BROOTEN (AP) — As irrigation booms in Minnesota, hundreds of farmers appear to be pumping groundwater for their crops without the required state permits, Minnesota Public Radio reported Monday.
Of the roughly 1,200 crop irrigation wells drilled from 2008 to 2012, more than 200 likely are operating without a permit, MPR's investigation of public well records found. Nearly 200 others operated without a permit until the past year or so. Irrigating without a permit is a misdemeanor, which means fines are limited.

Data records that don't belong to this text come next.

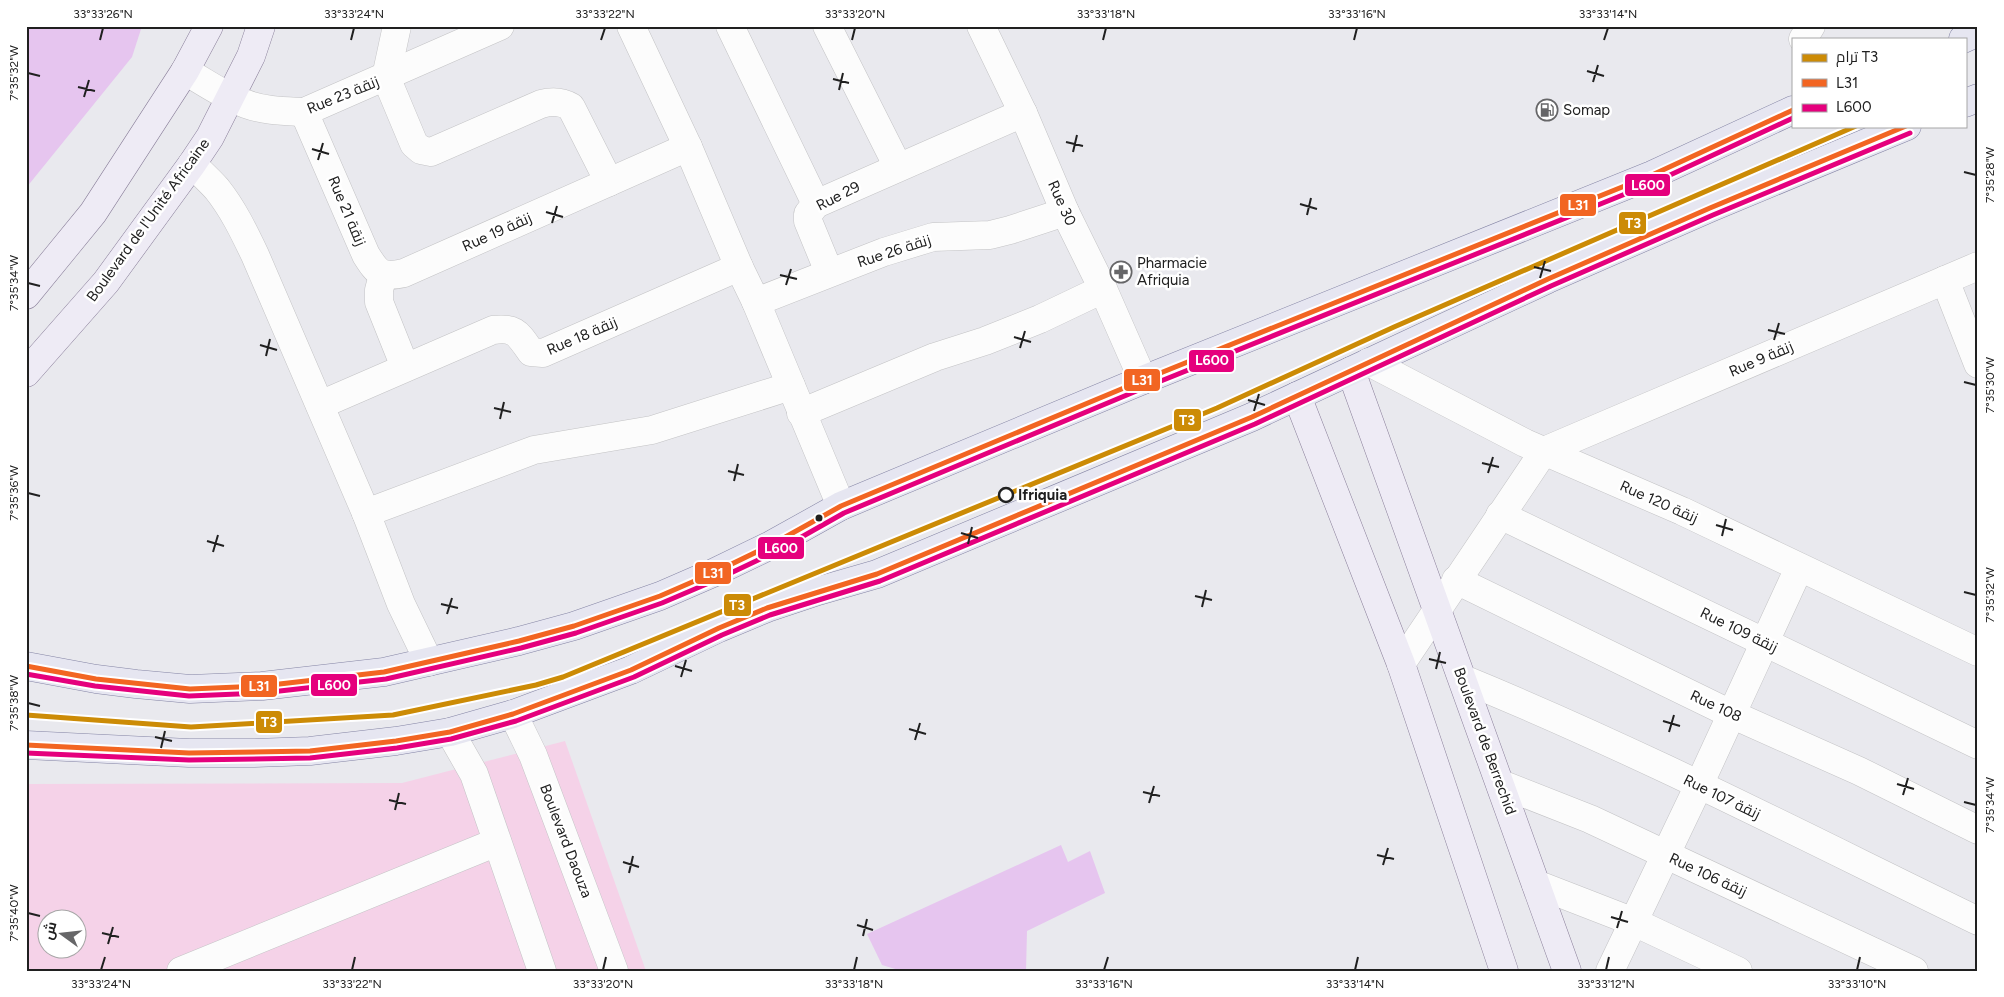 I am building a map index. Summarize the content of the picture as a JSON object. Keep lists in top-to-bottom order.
{
  "streets": {
    "street": [
      "Rue 23 زنقة",
      "Rue 29",
      "Rue 30",
      "Rue 21 زنقة",
      "Boulevard de l'Unité Africaine",
      "Rue 19 زنقة",
      "Rue 26 زنقة",
      "Rue 18 زنقة",
      "Rue 9 زنقة",
      "Rue 120 زنقة",
      "Rue 109 زنقة",
      "Rue 108",
      "Boulevard de Berrechid",
      "Rue 107 زنقة",
      "Boulevard Daouza",
      "Rue 106 زنقة"
    ]
  },
  "crossings": [
    ["Rue 23 زنقة", "Rue 21 زنقة"],
    ["Rue 23 زنقة", "Boulevard de l'Unité Africaine"],
    ["Rue 29", "Rue 30"],
    ["Rue 29", "Rue 26 زنقة"],
    ["Rue 30", "Rue 26 زنقة"],
    ["Rue 21 زنقة", "Rue 19 زنقة"],
    ["Rue 9 زنقة", "Rue 120 زنقة"],
    ["Rue 120 زنقة", "Boulevard de Berrechid"],
    ["Boulevard de Berrechid", "Rue 107 زنقة"],
    ["Boulevard de Berrechid", "Rue 106 زنقة"]
  ],
  "places": {
    "fuel station": ["Somap"],
    "pharmacy": ["Pharmacie Afriquia"],
    "other": ["Ifriquia"]
  },
  "lines": ["transit line L31", "transit line L600", "tram line T3"],
  "legend": ["ترام T3", "L31", "L600"],
  "north": "left",
  "coordinates": [
    "33°33'26\"N",
    "33°33'24\"N",
    "33°33'22\"N",
    "33°33'20\"N",
    "33°33'18\"N",
    "33°33'16\"N",
    "33°33'14\"N",
    "7°35'32\"W",
    "7°35'28\"W",
    "7°35'34\"W",
    "7°35'30\"W",
    "7°35'36\"W",
    "7°35'38\"W",
    "7°35'40\"W",
    "33°33'12\"N",
    "33°33'10\"N"
  ]
}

The lack of permits hampers the state's ability to manage its groundwater resources, which are increasingly seen as valuable and vulnerable. Tens of millions of gallons of water are likely being pumped without the state's knowledge, MPR found, and some irrigators are boosting their yields and profits while avoiding oversight and without paying fees.
The Department of Natural Resources acknowledged that some water users have been getting away without permits but said it has gotten more aggressive recently, and has asked the Legislature for the authority to impose tougher financial penalties. Steve Colvin, deputy director of the DNR's ecological and water resources division, said the agency has done the best it could over the years with the resources it had.

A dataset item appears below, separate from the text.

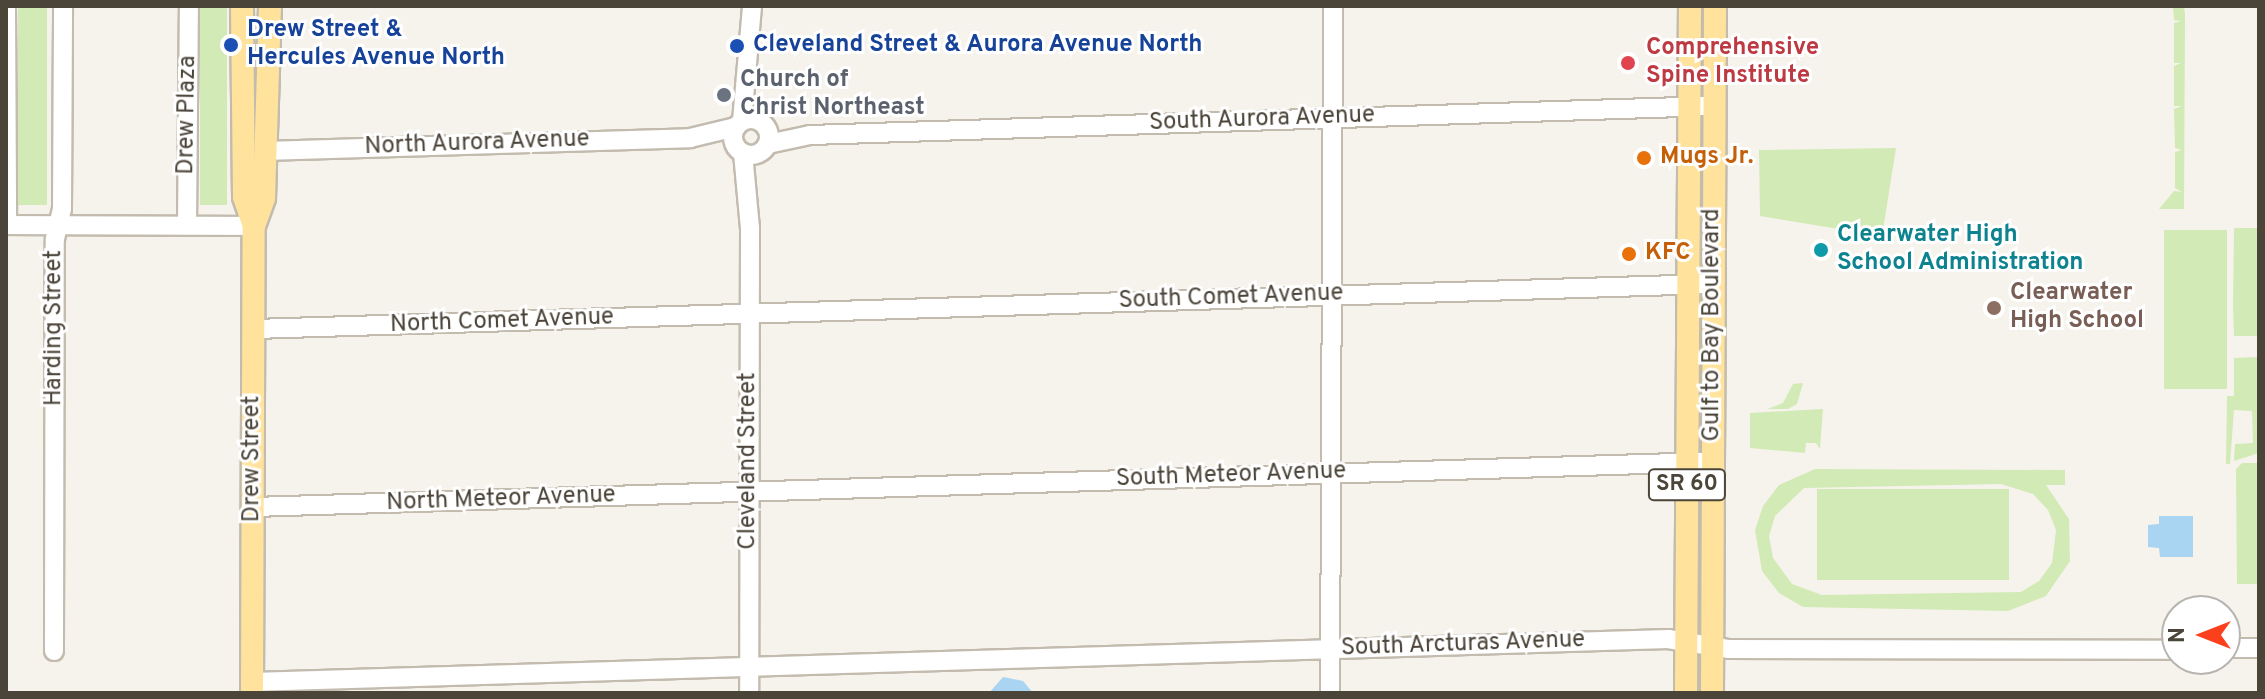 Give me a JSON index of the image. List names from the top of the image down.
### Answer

The DNR's own figures show that the "no-permit" rate is between 2 and 20 percent of irrigation wells, depending on the location. But Colvin acknowledged MPR's list probably contains many irrigation wells that should have permits, but don't.
"Some of those are likely folks who have not applied and ought to," Colvin said.

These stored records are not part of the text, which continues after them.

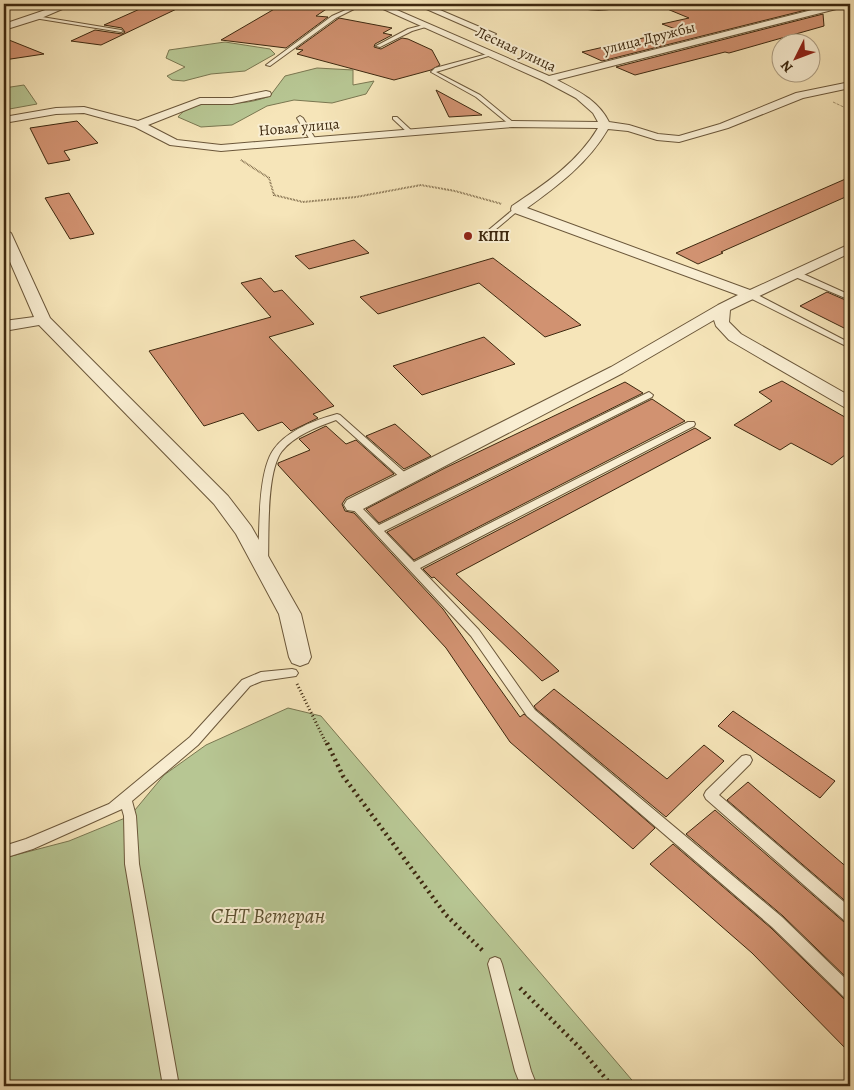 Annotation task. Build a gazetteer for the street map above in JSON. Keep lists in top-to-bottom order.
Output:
{
  "streets": {
    "street": ["улица Дружбы", "Лесная улица", "Новая улица"]
  },
  "crossings": [
    ["улица Дружбы", "Лесная улица"],
    ["Лесная улица", "Новая улица"]
  ],
  "parks": ["СНТ Ветеран"],
  "places": ["КПП"],
  "north": "bottom left"
}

Farmers whose land has sandy soil can make more money with irrigation than those who rely on rain. In drought years, that can mean yields of 200 bushels of corn per acre or more compared with less than 50 bushels on unirrigated acres. The revenue difference can be over $100,000 in a single season when crop prices are high, so an irrigation system not only pays for itself quickly but can also boost a farmer's bottom line for years.